» Given records
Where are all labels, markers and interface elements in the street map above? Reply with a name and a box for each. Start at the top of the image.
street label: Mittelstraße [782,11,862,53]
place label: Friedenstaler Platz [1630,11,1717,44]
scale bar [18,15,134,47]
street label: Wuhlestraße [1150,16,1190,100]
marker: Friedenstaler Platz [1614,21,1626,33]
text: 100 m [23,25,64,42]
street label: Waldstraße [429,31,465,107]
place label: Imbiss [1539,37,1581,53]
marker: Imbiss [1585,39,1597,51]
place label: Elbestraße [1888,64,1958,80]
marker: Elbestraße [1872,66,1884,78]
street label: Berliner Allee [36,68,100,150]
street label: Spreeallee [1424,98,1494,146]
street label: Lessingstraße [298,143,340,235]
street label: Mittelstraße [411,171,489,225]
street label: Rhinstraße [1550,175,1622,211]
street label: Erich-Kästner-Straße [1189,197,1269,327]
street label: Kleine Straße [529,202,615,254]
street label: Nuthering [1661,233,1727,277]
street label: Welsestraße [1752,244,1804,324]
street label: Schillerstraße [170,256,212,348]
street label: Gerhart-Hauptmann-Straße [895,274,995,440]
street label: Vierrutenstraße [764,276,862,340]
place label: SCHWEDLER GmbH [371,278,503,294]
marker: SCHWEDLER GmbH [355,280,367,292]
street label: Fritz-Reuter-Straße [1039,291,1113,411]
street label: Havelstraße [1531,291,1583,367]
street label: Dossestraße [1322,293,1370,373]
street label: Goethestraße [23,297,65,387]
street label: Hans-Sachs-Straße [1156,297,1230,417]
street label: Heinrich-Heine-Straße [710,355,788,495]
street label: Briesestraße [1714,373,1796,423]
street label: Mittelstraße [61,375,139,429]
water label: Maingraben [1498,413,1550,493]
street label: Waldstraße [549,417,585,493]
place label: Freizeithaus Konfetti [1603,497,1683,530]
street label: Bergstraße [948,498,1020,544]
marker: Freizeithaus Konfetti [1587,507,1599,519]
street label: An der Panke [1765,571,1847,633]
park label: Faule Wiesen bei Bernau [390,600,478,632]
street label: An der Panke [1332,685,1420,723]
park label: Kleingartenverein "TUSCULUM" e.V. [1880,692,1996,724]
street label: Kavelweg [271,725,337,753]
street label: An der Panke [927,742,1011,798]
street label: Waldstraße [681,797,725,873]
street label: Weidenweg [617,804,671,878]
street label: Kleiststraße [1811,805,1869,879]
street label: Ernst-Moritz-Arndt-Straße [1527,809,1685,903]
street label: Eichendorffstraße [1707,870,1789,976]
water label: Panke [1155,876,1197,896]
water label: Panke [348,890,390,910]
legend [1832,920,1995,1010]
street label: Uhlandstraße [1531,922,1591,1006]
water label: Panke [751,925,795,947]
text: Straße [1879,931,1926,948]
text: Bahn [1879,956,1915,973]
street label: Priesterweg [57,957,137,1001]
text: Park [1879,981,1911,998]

» Goal of the exercise
After identifying the lines above that contain "Elbestraße", copy each one.

» Exercise result
place label: Elbestraße [1888,64,1958,80]
marker: Elbestraße [1872,66,1884,78]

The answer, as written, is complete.